Dokuz yıldır iktidarda olan AKP hâlâ gerekli atılımları yapamıyor.

PKK’ya ya da onun “dış desteklerine” kızmak, onları lanetlemek, intikam yeminleri etmek bir anlam taşımıyor; bunlar bu ülkedeki Türklerin içini rahatlatır belki ama Kürtler için bir manası yok bu söylenenlerin.

Kürtler kendilerini tehdit altında hissediyorlar.

KCK operasyonlarını, siyaset yolunun Kürtlere kapatılması olarak görüyorlar.

Kürtlerin meseleyi nasıl gördüğünü, neler hissettiğini anlamadan Kürt meselesini çözemezsiniz.

Başbakan Erdoğan, Kürt meselesini “içinde” duyan Kürtlerin büyük bir çoğunluğunu yanından, kabinesinden, grubundan uzaklaştırdı ve bence ciddi bir hata yaptı.

Kürtlerin ne hissettiğini bilmiyor şimdi.

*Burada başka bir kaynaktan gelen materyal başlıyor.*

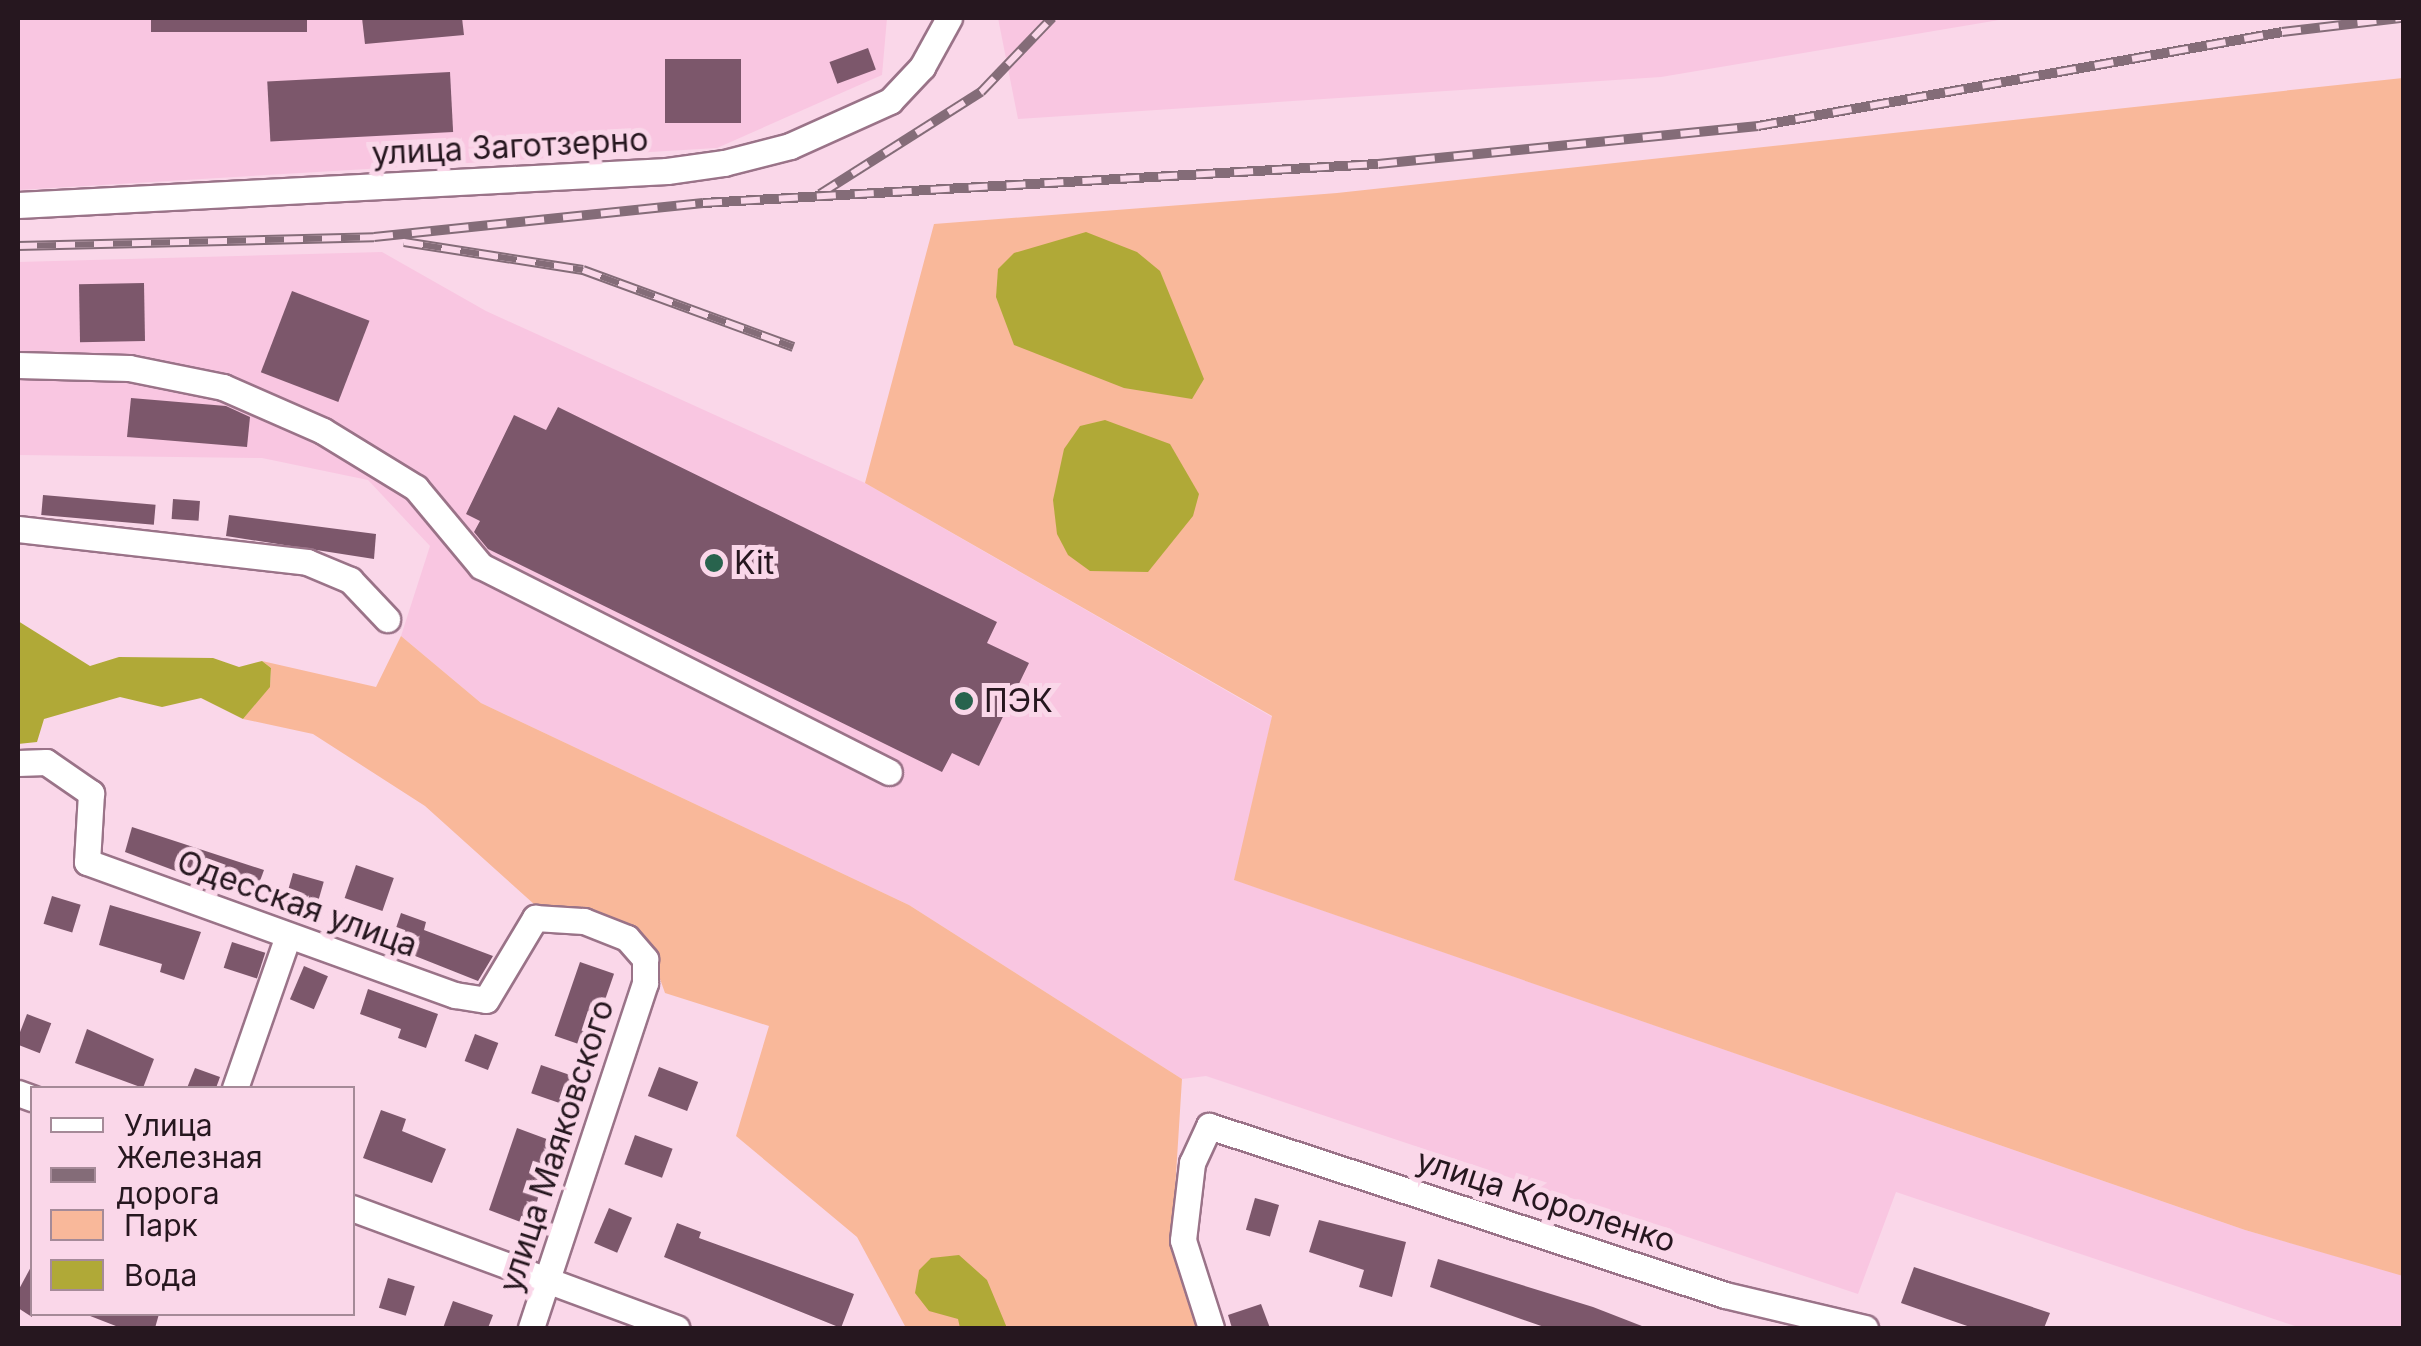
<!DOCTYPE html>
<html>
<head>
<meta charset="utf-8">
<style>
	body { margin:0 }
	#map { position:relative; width:2421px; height:1346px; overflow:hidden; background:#fad7e9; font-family:Inter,sans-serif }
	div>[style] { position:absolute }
	.built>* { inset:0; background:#f9c6e1 }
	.green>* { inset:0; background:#f9b89a }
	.water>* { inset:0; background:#b0a937 }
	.building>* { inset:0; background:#7c576b; transform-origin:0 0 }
	.roads { filter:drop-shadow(2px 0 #9a7388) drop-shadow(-2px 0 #9a7388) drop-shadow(0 2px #9a7388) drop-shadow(0 -2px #9a7388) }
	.minor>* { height:25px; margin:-12.5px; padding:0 12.5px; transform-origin:12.5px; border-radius:12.5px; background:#fff }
	.rail>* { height:10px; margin-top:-5px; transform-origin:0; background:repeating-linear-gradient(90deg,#fad7e9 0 19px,#846c78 0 38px); box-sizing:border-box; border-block:2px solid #846c78 }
	.dots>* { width:28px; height:28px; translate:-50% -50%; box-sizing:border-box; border:5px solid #fad7e9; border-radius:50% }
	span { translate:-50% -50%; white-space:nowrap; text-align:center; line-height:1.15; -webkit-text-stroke:10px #fad7e9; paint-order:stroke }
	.street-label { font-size:32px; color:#26171f }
	.poi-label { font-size:32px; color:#26171f }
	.left { translate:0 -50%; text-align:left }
	.frame { position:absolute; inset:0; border:20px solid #26171f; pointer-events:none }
	.legend { position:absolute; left:30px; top:1086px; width:325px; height:230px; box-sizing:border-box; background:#fad7e9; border:2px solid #a58a98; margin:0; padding:12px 18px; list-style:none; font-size:30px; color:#26171f }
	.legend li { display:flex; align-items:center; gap:20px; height:50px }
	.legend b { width:50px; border:2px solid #a58a98 }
</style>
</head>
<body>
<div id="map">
	<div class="built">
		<i style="clip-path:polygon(18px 18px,887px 18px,882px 75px,717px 148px,18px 190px)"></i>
		<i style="clip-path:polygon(998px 18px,2011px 18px,1661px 77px,1018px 119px)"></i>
		<i style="clip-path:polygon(382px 252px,486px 311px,865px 483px,1272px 717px,1235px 880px,2245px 1230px,2403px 1275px,2403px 1328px,2301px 1328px,1896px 1192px,1858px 1294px,1206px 1076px,1182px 1079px,909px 905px,481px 703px,401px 636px,430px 546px,368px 480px,262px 458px,18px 455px,18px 262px)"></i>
	</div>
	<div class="green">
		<i style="clip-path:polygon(2403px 78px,2403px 1276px,2245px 1230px,1234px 880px,1272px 716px,865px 483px,934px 224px,1337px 193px)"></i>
		<i style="clip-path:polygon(401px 636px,481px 703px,909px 905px,1182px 1079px,1172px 1238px,1200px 1328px,906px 1328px,857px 1237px,736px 1136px,769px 1026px,665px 993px,650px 951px,629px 927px,535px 905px,425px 806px,313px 734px,243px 719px,270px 686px,271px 668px,262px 661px,376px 687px)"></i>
	</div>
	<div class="water">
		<i style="clip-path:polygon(1086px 232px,1137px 252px,1160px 271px,1204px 379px,1192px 399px,1124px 388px,1014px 345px,996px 297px,998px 269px,1014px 253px)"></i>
		<i style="clip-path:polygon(1105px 420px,1170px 444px,1199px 494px,1193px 516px,1148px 572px,1090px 571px,1068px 555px,1057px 534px,1053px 500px,1064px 449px,1080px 426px)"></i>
		<i style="clip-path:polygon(18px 621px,90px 666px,119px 657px,213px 658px,239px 667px,262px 661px,271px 668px,270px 687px,243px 719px,201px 698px,162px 707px,120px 697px,44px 719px,37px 742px,18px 744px)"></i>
		<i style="clip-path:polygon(959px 1255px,987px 1280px,1007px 1328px,960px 1328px,958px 1319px,929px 1311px,915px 1293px,919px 1270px,931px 1258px)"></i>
	</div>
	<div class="building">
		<i style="left:151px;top:18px;width:156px;height:14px"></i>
		<i style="clip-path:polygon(362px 18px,462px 18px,464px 35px,365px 44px)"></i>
		<i style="left:868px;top:48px;width:23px;height:41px;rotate:70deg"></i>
		<i style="left:665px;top:59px;width:76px;height:64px"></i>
		<i style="left:450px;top:72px;width:60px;height:183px;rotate:87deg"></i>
		<i style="left:144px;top:283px;width:58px;height:65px;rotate:89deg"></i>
		<i style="left:292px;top:291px;width:83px;height:87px;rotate:21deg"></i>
		<i style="clip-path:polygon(131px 398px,226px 406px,250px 417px,247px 447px,127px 437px)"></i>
		<i style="clip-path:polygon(558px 407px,997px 622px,987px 643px,1029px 663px,979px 766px,952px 753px,942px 772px,488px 549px,474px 532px,480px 521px,466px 514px,514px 415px,546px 430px)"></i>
		<i style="left:43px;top:495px;width:113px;height:20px;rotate:5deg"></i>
		<i style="left:173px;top:499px;width:27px;height:20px;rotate:4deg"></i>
		<i style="clip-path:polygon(229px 515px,376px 534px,374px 559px,226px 536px)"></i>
		<i style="clip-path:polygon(132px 827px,264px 870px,253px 900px,125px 852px)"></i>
		<i style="left:356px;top:865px;width:40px;height:35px;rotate:19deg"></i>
		<i style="left:293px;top:873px;width:32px;height:38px;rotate:16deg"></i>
		<i style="left:52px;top:896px;width:30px;height:29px;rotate:17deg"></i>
		<i style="clip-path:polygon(110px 905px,201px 932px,184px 980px,160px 972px,162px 964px,99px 945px)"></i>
		<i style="clip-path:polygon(401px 913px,426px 922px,424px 930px,493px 956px,478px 981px,390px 946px)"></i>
		<i style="left:232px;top:942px;width:35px;height:27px;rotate:18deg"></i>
		<i style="left:580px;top:962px;width:36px;height:78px;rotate:19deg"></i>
		<i style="left:304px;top:966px;width:26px;height:36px;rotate:23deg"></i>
		<i style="clip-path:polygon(368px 989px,438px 1014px,426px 1048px,398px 1038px,401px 1029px,360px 1014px)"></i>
		<i style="left:27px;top:1014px;width:26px;height:32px;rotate:21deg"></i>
		<i style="clip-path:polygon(87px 1029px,154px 1059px,143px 1088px,75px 1063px)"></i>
		<i style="left:475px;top:1034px;width:25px;height:29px;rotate:21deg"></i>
		<i style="left:541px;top:1065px;width:36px;height:30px;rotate:19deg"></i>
		<i style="left:659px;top:1067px;width:42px;height:31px;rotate:21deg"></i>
		<i style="clip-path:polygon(195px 1068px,220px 1077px,216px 1088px,187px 1088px)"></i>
		<i style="clip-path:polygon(381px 1110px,406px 1119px,402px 1131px,446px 1149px,432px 1183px,363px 1158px)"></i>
		<i style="clip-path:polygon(517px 1128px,552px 1141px,531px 1226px,489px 1210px)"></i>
		<i style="left:635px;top:1135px;width:40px;height:31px;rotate:20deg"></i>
		<i style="left:1255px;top:1198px;width:25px;height:33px;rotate:16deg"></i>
		<i style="left:609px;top:1208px;width:25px;height:38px;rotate:23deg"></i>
		<i style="clip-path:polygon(1319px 1220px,1406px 1242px,1392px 1297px,1359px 1287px,1364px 1270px,1309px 1252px)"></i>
		<i style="clip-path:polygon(677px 1223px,701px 1232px,699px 1238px,854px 1294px,841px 1328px,664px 1257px)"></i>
		<i style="clip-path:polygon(1438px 1259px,1593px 1307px,1647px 1328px,1547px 1328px,1430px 1287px)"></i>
		<i style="clip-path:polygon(32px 1265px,32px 1317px,18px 1308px,18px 1291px)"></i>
		<i style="clip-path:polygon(1914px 1267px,2050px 1313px,2044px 1328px,1973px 1328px,1901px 1303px)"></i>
		<i style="left:388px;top:1278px;width:28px;height:31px;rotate:17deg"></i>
		<i style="clip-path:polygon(453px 1301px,493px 1315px,488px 1328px,443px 1328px)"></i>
		<i style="clip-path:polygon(1261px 1304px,1270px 1328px,1232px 1328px,1228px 1315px)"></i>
		<i style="clip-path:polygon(85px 1314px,159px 1314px,155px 1328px,121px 1328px)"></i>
	</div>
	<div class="roads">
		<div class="minor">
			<i style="left:18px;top:205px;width:650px;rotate:-3deg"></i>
			<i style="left:667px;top:171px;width:58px;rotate:-8deg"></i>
			<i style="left:724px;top:163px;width:68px;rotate:-14.4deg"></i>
			<i style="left:790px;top:146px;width:110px;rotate:-24.2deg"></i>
			<i style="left:890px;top:101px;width:47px;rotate:-46.7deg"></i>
			<i style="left:922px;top:67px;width:56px;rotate:-61.1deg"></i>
			<i style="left:18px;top:365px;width:111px;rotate:1.5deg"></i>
			<i style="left:129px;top:368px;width:96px;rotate:11.4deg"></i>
			<i style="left:223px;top:387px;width:109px;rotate:23.7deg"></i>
			<i style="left:323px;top:431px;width:109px;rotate:31.5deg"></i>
			<i style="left:416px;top:488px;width:102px;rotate:50.2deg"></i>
			<i style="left:481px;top:566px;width:457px;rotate:26.8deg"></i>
			<i style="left:18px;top:529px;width:291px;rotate:6.5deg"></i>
			<i style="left:307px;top:562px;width:47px;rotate:22.7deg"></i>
			<i style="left:350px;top:580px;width:54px;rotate:46.5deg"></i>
			<i style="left:18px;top:763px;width:28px;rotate:-2deg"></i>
			<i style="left:46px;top:762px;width:55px;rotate:34.6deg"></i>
			<i style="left:91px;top:793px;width:69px;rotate:93.3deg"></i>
			<i style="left:87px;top:862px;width:391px;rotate:19.9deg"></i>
			<i style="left:455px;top:995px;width:31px;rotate:9deg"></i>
			<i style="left:486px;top:1000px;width:96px;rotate:-59.1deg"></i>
			<i style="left:535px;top:918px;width:49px;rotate:3.5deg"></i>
			<i style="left:584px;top:921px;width:46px;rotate:21.6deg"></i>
			<i style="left:627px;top:938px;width:28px;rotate:49deg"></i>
			<i style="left:645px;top:959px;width:24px;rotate:90deg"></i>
			<i style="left:645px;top:983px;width:363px;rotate:108.3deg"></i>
			<i style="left:235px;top:1088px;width:161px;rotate:-70.8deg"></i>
			<i style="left:18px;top:1093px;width:15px;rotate:20deg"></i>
			<i style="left:352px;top:1208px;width:346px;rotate:20.3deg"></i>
			<i style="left:1211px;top:1328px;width:92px;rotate:-107.7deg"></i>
			<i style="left:1183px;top:1240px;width:78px;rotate:-83.3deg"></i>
			<i style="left:1192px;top:1163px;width:41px;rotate:-65.3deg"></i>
			<i style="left:1209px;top:1126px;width:543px;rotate:18.13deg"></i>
			<i style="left:1725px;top:1295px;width:144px;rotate:13.3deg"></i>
		</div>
	</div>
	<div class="rail">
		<i style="left:820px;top:194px;width:191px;rotate:-32.4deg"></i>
		<i style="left:981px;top:92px;width:103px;rotate:-46.2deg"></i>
		<i style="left:404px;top:242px;width:181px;rotate:8.9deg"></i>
		<i style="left:583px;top:270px;width:224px;rotate:20.1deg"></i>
		<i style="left:18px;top:246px;width:356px;rotate:-1.4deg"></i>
		<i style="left:374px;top:237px;width:331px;rotate:-5.9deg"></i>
		<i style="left:703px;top:203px;width:676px;rotate:-3.31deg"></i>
		<i style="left:1378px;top:164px;width:382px;rotate:-5.7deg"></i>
		<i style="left:1758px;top:126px;width:532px;rotate:-10.17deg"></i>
		<i style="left:2282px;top:32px;width:121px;rotate:-6.7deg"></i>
	</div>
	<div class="dots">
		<i style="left:714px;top:563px;background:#28634d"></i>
		<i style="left:964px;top:701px;background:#28634d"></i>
	</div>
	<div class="street-label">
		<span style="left:510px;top:147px;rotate:-3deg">улица Заготзерно</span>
		<span style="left:297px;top:904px;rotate:20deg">Одесская улица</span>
		<span style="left:557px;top:1146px;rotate:-72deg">улица Маяковского</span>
		<span style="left:1546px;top:1201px;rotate:18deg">улица Короленко</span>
	</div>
	<div class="poi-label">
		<span class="left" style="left:734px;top:563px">Kit</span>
		<span class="left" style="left:984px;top:701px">ПЭК</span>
	</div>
	<div class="frame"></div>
	<ul class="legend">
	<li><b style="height:12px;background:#fff"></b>Улица</li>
	<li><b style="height:12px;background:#846c78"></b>Железная дорога</li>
	<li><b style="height:28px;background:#f9b89a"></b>Парк</li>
	<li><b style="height:28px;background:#b0a937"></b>Вода</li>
	</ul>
</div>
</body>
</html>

Kürtlere güven verebilmek için öncelikle şu rezalet Terörle Mücadele Kanunu’nu yürürlükten kaldırması gerekir, sen şarkı söyleyen, mitinge giden, slogan atan her Kürdü yakalayıp “örgüt” üyeliğinden yargılarsan, ne o Kürtlere “siyaset yapabilecekleri” güvencesi verebilirsin, ne de onları KCK operasyonunun hukuki bir işlem olduğuna ikna edebilirsin.

Terörle Mücadele Kanunu’nu, Siyasi Partiler Yasası’nı, seçim barajını AKP derhal değiştirip, ülkede büyük bir “özgürlük” atağına kalkmazsa, Kürtlerin güvenini kazanamaz.

Bugün PKK’nın saçmaladığını gören birçok Kürt, bu baskıcı yasalarla kendisini ezen ve aşağılayan Türklere karşı Kürtlerin elindeki tek güvencenin hâlâ PKK olduğunu düşündüğünden şiddete gerektiği gibi itiraz etmiyor.

PKK’nın şiddetini kara harekâtıyla, askerî operasyonlarla bitiremezsiniz.

PKK’yı dağlarda sıkıştırsanız, büyük kayıplar verdirseniz bile bitiremezsiniz.

PKK, ancak Kürtlerin gönüllerinde yer bulamadığında biter, o zaman Kürtler bu manasız şiddetin durması için harekete geçer.

Kürtler kendilerini güvende hissetmiyor, bu devleti kendi devleti gibi görmüyor, aşağılandığını, kendine siyaset yolunun tıkandığını düşünüyor.

“Ama öyle değil ki...” ya da “hepsini değiştireceğiz” demek de artık onlar için hiçbir anlam taşımıyor, onlar kalıcı biçimde “değiştiğini” görmek istiyorlar.

Yapacağınız özgürlükçü atılımlarla Kürtlerin güvenini ve kalbini kazanın.

Savaş onların kalbinde başladı, biterse gene orada, onların kalbinde bitecek.